2014-12-05 17:06 | Report Abuse

The major issue with ttb is he fails to do anything constructive to narrow the discount of ICAP. In this respect indeed the whole of ICAP board should take the major blame for not doing anything at all. It is appalling!

Stock

2014-11-20 16:33 | Report Abuse

From how TTB responded to my questions during the recent road show it was clear that he is planning to use ICAP cash to subscribe the Dual listed fund.

However since ICAP explicitly stated only to invest in KLSE, it can not force ICAP share owners to subscribe to the new Dual listed fund which will invest globally.

Therefore the appropriate way is to call for an EGM to vote for a capital repayment which will either be in cash( for those who opt not to subsribe to the new dual listed fund) or in new shares of Dual listed fund( for those who want to subsribe to it)

To see how this might help reduce ICAP discount, assume that the capital repayment is RM1.65 or 1 new dual listed share ( US$ 0.5 say equivalent to RM1.65) for each ICAP share.

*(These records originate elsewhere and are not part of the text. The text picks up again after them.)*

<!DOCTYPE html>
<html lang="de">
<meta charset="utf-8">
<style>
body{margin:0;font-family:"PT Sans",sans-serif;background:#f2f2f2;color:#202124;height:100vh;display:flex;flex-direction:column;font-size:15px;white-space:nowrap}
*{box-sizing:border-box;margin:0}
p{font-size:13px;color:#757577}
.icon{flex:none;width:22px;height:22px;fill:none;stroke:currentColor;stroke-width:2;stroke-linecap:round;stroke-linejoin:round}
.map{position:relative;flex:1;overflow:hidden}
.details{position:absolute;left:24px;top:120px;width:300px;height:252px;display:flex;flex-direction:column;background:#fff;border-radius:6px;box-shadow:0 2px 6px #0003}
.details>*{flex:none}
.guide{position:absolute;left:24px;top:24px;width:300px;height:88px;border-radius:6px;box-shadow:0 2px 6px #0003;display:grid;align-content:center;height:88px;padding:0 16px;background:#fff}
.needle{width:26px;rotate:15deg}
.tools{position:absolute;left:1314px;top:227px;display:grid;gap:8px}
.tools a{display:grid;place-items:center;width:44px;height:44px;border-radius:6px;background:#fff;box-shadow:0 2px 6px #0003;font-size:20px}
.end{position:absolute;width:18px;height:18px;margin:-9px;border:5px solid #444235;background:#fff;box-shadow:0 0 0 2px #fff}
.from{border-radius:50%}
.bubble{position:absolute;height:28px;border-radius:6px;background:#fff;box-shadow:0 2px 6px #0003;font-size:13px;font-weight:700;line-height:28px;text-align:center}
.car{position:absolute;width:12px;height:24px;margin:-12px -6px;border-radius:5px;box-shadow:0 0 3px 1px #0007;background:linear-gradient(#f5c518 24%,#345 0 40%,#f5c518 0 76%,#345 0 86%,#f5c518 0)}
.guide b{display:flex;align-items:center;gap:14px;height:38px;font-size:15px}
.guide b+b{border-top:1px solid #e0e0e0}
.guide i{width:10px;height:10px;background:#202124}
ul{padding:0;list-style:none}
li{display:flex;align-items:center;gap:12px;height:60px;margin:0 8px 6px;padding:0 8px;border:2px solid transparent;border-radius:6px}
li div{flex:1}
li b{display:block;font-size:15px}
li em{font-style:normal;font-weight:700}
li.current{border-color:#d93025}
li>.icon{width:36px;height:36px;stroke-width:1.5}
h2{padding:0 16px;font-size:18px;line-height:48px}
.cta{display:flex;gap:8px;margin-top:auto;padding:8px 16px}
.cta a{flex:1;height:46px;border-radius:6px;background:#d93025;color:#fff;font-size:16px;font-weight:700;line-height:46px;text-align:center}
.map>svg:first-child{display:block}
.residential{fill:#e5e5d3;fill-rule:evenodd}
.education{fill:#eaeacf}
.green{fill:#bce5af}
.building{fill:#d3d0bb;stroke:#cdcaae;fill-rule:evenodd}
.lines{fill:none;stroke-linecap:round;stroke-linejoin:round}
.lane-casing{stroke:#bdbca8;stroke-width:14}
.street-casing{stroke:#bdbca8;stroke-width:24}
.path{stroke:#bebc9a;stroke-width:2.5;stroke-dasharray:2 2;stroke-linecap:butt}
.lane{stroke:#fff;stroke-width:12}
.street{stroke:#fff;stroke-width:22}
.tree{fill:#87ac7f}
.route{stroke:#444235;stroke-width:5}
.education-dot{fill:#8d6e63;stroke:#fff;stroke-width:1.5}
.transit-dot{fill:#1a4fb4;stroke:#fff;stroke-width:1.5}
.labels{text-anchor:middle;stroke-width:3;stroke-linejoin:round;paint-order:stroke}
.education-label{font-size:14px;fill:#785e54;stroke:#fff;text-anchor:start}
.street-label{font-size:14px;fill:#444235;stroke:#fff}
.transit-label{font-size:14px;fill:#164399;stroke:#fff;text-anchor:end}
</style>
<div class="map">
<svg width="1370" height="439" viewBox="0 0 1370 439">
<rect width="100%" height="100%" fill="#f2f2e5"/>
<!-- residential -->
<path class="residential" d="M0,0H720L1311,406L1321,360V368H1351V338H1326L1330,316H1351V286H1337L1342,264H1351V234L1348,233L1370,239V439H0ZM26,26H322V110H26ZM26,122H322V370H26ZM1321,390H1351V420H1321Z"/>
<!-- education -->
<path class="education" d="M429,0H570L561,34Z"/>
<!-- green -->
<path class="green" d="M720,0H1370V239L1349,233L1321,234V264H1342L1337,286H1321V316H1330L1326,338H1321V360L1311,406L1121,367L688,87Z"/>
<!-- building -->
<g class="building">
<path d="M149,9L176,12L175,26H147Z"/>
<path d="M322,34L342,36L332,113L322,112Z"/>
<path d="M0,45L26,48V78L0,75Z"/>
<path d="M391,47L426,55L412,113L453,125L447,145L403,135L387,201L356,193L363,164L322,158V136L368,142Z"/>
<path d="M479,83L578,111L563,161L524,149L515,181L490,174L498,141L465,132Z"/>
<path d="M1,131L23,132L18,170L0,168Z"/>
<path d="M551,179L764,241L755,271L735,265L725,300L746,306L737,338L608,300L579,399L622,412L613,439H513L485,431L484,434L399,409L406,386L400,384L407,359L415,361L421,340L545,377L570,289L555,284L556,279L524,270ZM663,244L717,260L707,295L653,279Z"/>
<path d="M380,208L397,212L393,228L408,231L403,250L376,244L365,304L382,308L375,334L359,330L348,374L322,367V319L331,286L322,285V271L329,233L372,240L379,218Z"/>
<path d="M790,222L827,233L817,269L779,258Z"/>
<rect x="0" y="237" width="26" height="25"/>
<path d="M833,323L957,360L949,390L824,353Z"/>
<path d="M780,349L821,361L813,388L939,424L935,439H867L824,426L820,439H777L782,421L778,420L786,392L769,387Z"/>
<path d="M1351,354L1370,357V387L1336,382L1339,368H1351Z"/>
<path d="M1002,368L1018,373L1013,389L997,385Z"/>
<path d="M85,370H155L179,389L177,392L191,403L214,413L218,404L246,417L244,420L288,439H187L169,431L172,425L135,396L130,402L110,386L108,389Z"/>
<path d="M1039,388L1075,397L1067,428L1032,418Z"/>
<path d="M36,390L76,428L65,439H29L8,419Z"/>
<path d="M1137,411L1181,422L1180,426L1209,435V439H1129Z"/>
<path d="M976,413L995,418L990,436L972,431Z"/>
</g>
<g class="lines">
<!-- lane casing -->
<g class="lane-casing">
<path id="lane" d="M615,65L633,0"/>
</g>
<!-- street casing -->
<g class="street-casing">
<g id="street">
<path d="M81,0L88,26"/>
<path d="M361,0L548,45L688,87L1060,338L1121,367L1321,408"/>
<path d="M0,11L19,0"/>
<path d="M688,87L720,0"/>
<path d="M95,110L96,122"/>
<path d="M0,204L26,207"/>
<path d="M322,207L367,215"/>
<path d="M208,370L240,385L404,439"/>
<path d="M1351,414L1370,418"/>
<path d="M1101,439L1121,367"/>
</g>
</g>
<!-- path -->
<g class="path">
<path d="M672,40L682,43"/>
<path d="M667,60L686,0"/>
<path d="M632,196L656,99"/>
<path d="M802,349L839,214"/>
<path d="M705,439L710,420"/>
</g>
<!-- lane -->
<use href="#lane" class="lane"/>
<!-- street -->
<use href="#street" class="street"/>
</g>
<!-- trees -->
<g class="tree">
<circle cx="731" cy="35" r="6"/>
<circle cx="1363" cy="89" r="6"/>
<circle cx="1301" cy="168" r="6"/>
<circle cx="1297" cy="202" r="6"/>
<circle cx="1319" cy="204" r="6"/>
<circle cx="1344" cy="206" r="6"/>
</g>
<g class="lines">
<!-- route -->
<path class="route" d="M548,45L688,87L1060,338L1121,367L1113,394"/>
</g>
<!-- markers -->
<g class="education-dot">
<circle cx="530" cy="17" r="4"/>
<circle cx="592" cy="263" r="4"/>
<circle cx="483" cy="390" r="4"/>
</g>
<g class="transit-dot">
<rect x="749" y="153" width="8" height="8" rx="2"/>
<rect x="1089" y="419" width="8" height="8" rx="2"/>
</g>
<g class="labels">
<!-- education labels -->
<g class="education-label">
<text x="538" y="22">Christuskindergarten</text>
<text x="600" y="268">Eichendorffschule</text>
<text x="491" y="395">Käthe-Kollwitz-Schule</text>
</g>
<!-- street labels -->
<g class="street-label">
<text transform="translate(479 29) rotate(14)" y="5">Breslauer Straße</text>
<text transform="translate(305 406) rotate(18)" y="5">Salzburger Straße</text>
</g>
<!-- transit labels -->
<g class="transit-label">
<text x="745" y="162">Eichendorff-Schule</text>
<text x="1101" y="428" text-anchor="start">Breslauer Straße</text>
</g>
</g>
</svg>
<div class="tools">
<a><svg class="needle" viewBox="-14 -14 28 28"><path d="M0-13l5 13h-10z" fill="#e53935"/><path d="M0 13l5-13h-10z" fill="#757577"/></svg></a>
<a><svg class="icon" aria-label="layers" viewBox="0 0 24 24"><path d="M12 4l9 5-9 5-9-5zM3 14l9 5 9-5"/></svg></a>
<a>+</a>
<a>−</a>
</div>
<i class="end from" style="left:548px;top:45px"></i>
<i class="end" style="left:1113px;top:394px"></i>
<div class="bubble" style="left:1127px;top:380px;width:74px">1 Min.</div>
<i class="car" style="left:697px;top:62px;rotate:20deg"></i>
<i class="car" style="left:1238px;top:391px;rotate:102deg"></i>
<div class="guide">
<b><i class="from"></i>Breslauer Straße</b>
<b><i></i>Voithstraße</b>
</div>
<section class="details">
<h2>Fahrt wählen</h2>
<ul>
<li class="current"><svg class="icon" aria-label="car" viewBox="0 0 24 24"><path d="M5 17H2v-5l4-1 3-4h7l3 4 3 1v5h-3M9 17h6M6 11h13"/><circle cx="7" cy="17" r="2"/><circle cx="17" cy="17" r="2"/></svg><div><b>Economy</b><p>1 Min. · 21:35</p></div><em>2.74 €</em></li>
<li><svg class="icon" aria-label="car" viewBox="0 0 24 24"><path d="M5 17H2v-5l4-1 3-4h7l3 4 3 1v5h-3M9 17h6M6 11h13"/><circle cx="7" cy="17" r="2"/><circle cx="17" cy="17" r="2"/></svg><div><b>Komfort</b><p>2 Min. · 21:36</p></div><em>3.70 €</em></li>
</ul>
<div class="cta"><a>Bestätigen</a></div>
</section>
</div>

This will reduce the NAV of ICAP by RM1.65. Given latest NAV of ICAP @ RM3.03 and cash of ~1.72 and share price of say 2.40 the NAV will be RM1.38( 3.03-1.65) and if share price will also drop 1.65, the ex share price will be RM0.75(2.4-1.65) i.e. the discount will widen to 45.6%! (1-0.75/1.38) from 20.8% (1- 2.4/3.03) currently. Such a huge discount will presumably attract more buyers to come in couple with less seller who want to sell, the net effect is clearly a narrowing of the discount to may be close to 25% say. This mean the price will rise to around RM1.04( 75% of 1.38) or increase of RM0.29!

In summary if you buy 1 share of ICAP @ RM2.40 now and if ( and please take note of IF) what i described above happen you will get a RM1.65 cash back( in about 8 mths time) leaving you a net cash outlay of RM0.75 for one ICAP share of around RM1.04 or upside of ~35%.

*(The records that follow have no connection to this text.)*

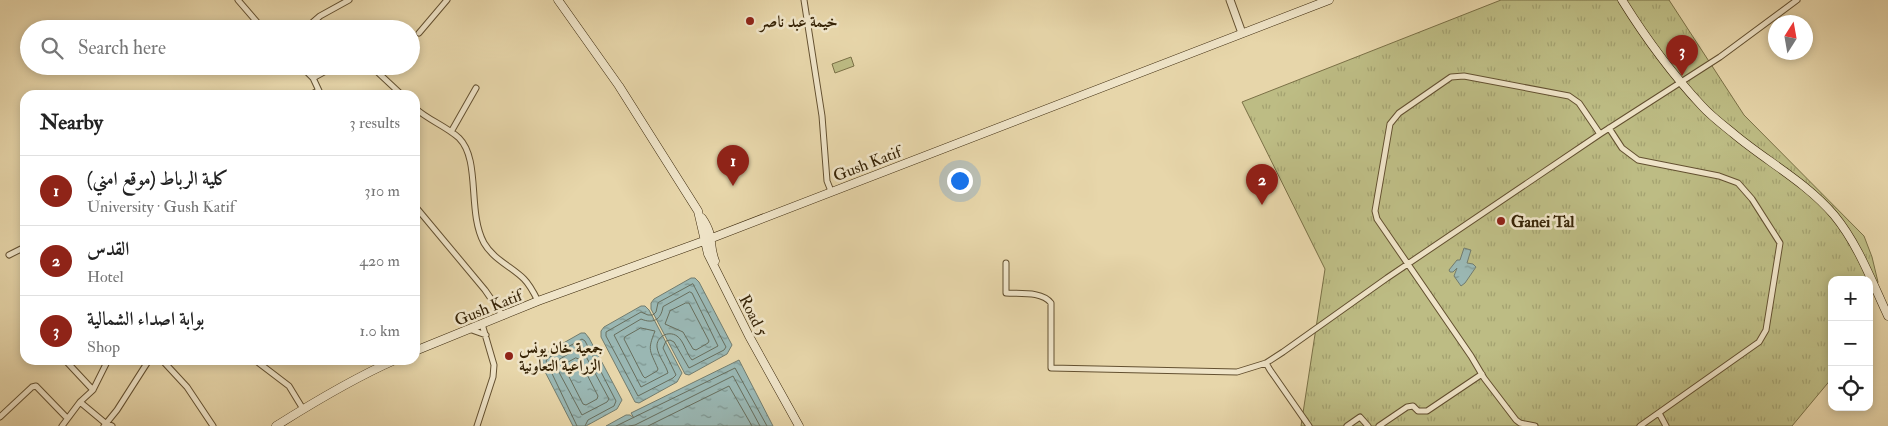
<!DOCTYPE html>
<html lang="en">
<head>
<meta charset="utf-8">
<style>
	body { margin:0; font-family:"IM FELL Double Pica",Amiri,serif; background:#f2f2f2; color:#222 }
	.controls { position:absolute; right:15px; bottom:15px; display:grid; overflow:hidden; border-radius:10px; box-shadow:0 2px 8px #0003 }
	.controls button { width:45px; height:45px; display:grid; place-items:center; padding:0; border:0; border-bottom:1px solid #e0e0e0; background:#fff; color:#222; font:25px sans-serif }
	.compass { position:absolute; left:1768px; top:15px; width:45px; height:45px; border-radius:50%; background:#fff; box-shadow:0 2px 8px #0003; rotate:11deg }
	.you { position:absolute; left:959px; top:180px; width:18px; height:18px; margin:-12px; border:4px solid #fff; border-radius:50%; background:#1a73e8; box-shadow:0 0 0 8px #1a73e833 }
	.badge { display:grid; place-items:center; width:32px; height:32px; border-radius:50%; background:#8f2418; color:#fff; font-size:16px; font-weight:700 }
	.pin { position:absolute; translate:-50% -41px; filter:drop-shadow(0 1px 2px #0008) }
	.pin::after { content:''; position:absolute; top:26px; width:18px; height:15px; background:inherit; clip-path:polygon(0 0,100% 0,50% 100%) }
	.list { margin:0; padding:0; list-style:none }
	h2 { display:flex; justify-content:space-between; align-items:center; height:65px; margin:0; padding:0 20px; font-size:21px }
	h2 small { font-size:16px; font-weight:400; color:#767676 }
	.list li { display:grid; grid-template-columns:32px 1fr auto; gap:15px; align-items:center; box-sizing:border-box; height:70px; padding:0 20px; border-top:1px solid #e0e0e0 }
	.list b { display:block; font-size:19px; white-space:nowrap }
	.list p { margin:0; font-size:16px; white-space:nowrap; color:#767676 }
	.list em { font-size:16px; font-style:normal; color:#767676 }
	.icon { flex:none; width:28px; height:28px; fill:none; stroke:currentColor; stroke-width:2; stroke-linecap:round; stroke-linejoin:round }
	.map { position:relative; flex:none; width:1888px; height:426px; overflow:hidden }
	.search { position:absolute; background:#fff; box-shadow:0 2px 8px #0003; left:20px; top:20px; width:400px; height:55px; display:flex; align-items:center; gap:12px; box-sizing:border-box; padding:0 18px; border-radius:28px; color:#767676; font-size:19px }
	.panel { position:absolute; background:#fff; box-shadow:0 2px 8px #0003; left:20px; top:90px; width:400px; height:275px; border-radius:15px }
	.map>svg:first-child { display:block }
</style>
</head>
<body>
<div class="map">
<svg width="1888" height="426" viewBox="0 0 1888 426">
	<defs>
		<pattern id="grass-tufts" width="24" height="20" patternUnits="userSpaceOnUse" patternTransform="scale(1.25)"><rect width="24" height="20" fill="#bdbc84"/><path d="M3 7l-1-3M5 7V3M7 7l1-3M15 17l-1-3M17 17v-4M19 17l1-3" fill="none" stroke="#a3a170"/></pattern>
		<pattern id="water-ripples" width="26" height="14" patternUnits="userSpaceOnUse" patternTransform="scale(1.25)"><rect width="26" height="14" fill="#9ab7b3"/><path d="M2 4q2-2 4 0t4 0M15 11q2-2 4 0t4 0" fill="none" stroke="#7e9590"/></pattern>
	</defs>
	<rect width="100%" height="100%" fill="#e7d6aa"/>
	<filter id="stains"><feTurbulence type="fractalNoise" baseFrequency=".004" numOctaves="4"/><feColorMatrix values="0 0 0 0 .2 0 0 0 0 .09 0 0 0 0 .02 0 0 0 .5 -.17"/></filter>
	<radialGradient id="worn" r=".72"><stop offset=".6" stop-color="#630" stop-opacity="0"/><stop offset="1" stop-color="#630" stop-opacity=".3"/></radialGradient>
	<path fill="url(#grass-tufts)" stroke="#7a7046" d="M1501,0H1669L1744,115L1864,236L1872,257L1878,282L1869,302V280H1832V378L1792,426H1301L1325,269L1242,102Z"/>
	<path fill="#bdbc84" stroke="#7a7046" d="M851,57L854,66L835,73L832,64Z"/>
	<path fill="url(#water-ripples)" stroke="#727c6e" d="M1464,248L1471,250L1467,263L1473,264L1476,267L1465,283L1461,286L1454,276L1457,268L1453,272H1450L1449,270L1457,260H1460Z
		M691,278H695L699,282L732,345L727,354L689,375L685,374L651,309V303L654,299Z
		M641,306H645L649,310L682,373L677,382L639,403L635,402L601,337V331L604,327Z
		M581,333H585L589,338L622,400L617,409L586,426H573L541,364V359L544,354Z
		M739,360L773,426H606L626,415H630L634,418L631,413Z"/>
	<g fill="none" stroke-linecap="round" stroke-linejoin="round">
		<path stroke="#686e5d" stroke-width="1" d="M693,284L726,347L724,350L689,368L674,342L670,340L666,341L663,348L676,375L673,378L638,396L606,336V332L641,312L648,315H653L656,312L658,303Z
			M690,292L692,293L718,346L692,360C686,353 684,341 677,336C668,330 656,337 657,347C658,356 666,365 668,373L641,387L614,335L641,319C653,324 661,320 663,307Z
			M686,303H689L709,341L708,343L696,350L693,349L683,332L665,324L670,311Z
			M641,328L655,331C647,351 650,350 658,369L657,371L645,378L643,376L624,339L625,337Z
			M579,348L582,349L609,399L607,402L582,415L554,363Z
			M576,358L579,359L598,396L597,399L586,405L583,404L564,367L565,364Z
			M577,426L546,361L548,358L582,339L585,341L616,401L614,406L588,420L585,426
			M616,426L735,368L767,426
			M629,426L635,425L733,376L760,426
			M648,426L729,386L752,426"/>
		<defs>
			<path id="minor" d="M238,0L263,29
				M804,0L822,116L827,181L831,191
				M305,29L320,16L349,0
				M419,33L447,0
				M301,66L313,78L335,66
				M371,66L402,95
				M313,78L321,95
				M310,95L318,91
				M415,108C428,120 446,126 459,138C481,160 467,212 484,243C493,259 512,267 524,279C530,285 534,293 538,301
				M1609,128L1622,148L1638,160L1719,176L1738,183L1752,199L1780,243L1766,330L1759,342L1640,426
				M451,132L476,88
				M415,206L485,290L503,316
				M9,255L25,247
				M1006,263V293C1019,294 1042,291 1051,303V368L1237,372L1266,363L1283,352L1387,278L1600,134L1720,57L1797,0
				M469,329L486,335
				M65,360L93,390
				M162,360L187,387L213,426
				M255,360L289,386L303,409
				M1266,363L1270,370L1309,426
				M80,402L104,422L112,426
				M1659,413L1666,426
				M0,417L32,387L36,386L67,418
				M62,426L80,402L93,390L108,360
				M104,426L117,410L149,360
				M477,426L493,377L494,365L482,324
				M1347,426L1360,417L1368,426
				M1379,426L1407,407L1413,406L1418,411H1427L1482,374
				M1535,426L1520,423L1516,420L1484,378L1471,356L1377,219L1375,211L1390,124L1399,113L1451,77L1464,76L1569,96L1579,103L1600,134"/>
			<path id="tertiary" d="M1230,0L1242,33"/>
			<path id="secondary" d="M558,0L619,86L698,211L708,254L749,336L799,426
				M1622,0C1645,37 1672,74 1702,106C1711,116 1723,125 1734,134C1766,161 1806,182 1834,215C1858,244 1872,282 1888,316
				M702,218C715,237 708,243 715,261
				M415,351L538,301L712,238L1329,0
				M276,426C314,402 354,378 395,360"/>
		</defs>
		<use href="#minor" stroke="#635030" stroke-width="7"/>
		<use href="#tertiary" stroke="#635030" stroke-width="9"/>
		<use href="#secondary" stroke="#372407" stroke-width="9"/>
		<use href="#minor" stroke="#efe4c8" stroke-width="5"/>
		<use href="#tertiary" stroke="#efe4c8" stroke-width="7"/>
		<use href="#secondary" stroke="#efe4c8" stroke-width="8"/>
	</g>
	<g fill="#8f2418" stroke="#efe4c8" stroke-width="2">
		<circle cx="750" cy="21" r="5"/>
		<circle cx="1501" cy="221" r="5"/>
		<circle cx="509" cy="356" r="5"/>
	</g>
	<g text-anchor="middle" stroke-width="5" stroke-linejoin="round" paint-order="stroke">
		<g font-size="16" font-weight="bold" fill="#372407" stroke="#efe4c8" text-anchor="start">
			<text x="760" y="27">خيمة عبد ناصر</text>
			<text x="1511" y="227">Ganei Tal</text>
			<text x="519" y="353">جمعية خان يونس<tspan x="519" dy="18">الزراعية التعاونية</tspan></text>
		</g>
		<g font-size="16" fill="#372407" stroke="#efe4c8">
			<text transform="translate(867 163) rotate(-21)" y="6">Gush Katif</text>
			<text transform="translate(488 307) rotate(-22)" y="6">Gush Katif</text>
			<text transform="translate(754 315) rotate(63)" y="6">Road 5</text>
		</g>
	</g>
	<rect width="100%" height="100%" filter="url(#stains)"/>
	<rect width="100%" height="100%" fill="url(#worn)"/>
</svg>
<div class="controls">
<button>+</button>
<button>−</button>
<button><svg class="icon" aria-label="locate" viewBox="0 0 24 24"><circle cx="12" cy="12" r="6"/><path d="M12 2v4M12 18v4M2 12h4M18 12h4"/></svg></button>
</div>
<svg class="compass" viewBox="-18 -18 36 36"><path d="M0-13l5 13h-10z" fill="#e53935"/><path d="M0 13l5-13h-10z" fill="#767676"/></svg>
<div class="you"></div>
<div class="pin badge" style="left:733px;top:186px">1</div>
<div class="pin badge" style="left:1262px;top:205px">2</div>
<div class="pin badge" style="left:1682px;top:76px">3</div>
<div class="search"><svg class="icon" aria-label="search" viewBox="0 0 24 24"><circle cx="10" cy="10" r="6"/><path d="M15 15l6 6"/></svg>Search here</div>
<section class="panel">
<h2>Nearby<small>3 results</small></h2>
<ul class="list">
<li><span class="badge">1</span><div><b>كلية الرباط (موقع امني)</b><p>University · Gush Katif</p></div><em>310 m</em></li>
<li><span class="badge">2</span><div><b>القدس</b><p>Hotel</p></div><em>420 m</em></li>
<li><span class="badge">3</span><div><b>بوابة اصداء الشمالية</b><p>Shop</p></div><em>1.0 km</em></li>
</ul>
</section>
</div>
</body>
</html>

For those who opted to receive the new share the result should be similar as the new share plus fraction of free warrant should trade higher than cost since everyone who own the new share can only obtain it at the same cost price hence nobody will sell it for less, at least for the initial period.

Please take note that the capital repayment of RM1.65 is most likely on the high side and if such capital repayment happen it is more likely to be lower than RM1.65. I use 1.65 simply for ease of illustration.

I like to stress that I am not recommending buy ICAP at current price. I am simply sharing what I thought TTB is hinting at when he say the new Dual Listed fund will indirectly help to reduce the ICAP discount.